With a general sense of what the different perspectives are and how they aspire to create an instrument to express workers’ interests politically, we can move onto a few of the tactics to realize these visions.

· Independent organization — Building an “independent organization” is a simple premise, though its frequently misunderstood. Independent organizations can exist for a variety of reasons, but a group that has a distinct set of interests or goals forms its own separate organization to rally people who agree and try to advance their perspectives. As far as the Democratic Party is concerned, independent would mean that the organization does not participate in the inner workings of party structure (elections for chair, convention delegations, attempting to shape the “platform.”) Politically, “independent” often alludes to class independence, which asserts the need for formations to be instruments of the working class and not professionals or monied interests.

This is distinct from a caucus formation like the Justice Democrats, who are relatively successful in fielding progressive candidates and have a common vision, but they do so for the purpose of winning influence in the party and realigning it.

· Movement candidates — A “movement candidate” is distinct from a professional politician in two ways.

o Movement candidates typically “rise from the ranks” of a social movement or struggle. They are fielded as a candidate from the movement for the movement’s aims, both politically and to further build the social movement.
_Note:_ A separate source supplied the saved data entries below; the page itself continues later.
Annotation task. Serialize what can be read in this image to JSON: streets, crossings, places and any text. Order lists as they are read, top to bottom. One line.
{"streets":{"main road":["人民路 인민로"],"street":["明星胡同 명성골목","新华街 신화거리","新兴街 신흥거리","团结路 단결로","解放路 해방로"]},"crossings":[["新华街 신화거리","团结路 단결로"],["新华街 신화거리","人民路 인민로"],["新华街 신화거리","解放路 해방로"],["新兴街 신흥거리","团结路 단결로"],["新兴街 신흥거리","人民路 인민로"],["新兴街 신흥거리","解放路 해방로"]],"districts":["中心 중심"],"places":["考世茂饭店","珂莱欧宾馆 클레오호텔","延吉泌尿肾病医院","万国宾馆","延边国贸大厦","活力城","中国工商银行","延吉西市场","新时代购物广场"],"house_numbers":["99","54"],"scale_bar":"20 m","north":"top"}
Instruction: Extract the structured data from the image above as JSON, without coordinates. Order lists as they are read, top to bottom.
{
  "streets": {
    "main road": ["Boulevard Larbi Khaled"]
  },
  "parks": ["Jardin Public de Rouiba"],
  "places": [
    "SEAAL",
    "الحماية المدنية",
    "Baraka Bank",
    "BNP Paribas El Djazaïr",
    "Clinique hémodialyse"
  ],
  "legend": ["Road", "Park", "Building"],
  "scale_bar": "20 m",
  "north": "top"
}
Accountability to the movement or organization is a major difference between movement candidates and professional politicians.

o Movement candidates stay firm on their issues and withhold support from other politicians until they agree to advance the aims of the movement, typically a short list of political demands. A movement candidate who ran for Medicare for All/universal healthcare, for example, would refuse to support another candidate unless they agreed to support the reform.

· Fusion voting — Candidates are cross-listed between multiple parties, allowing support for a third party while voting for one of the two major parties: candidate X is from a third party, but runs as a Democrat, so their name is listed on two ballot lines. Fusion voting is best known as a tactic of the Working Families Party in New York. This is only legal in eight states in the U.S. and laws made by Republicans and Democrats against fusion voting have been upheld by the Supreme Court.

· Non-Partisan Elections — Most municipal elections are not on party lines, but are “non-partisan,” presenting only two candidates without stated party affiliation after whittling down a larger pool of candidates in a primary contest. Most cities are single party dominated (typically Democrats), and non-partisan elections keep the race within one party’s bounds.

Don’t Just Vote

Elections matter — the absence of a workers’ party in the United States is a major reason the capitalist parties were able to resist universal healthcare and a strong social safety net. At the same time, labor and social democratic parties around the world are reformist parties and are highly institutionalized. After the fall of the Soviet Union they quickly abandoned the pretense of fighting for socialism or anything like it and embraced social liberalism, a blend of free-market economics with liberal stances on social issues.

Organizations need robust internal democracy to prevent bureaucratic deal-making that accommodates capital, bosses and politicians, which means an activated rank and file. What’s more, we know that reforms are won not through top-level statecraft but from pressure below. The question of a workers’ party is about how those popular demands are expressed politically and how workers can win material concessions from the capitalist state. Capitalism wasn’t voted in, and it won’t be voted out.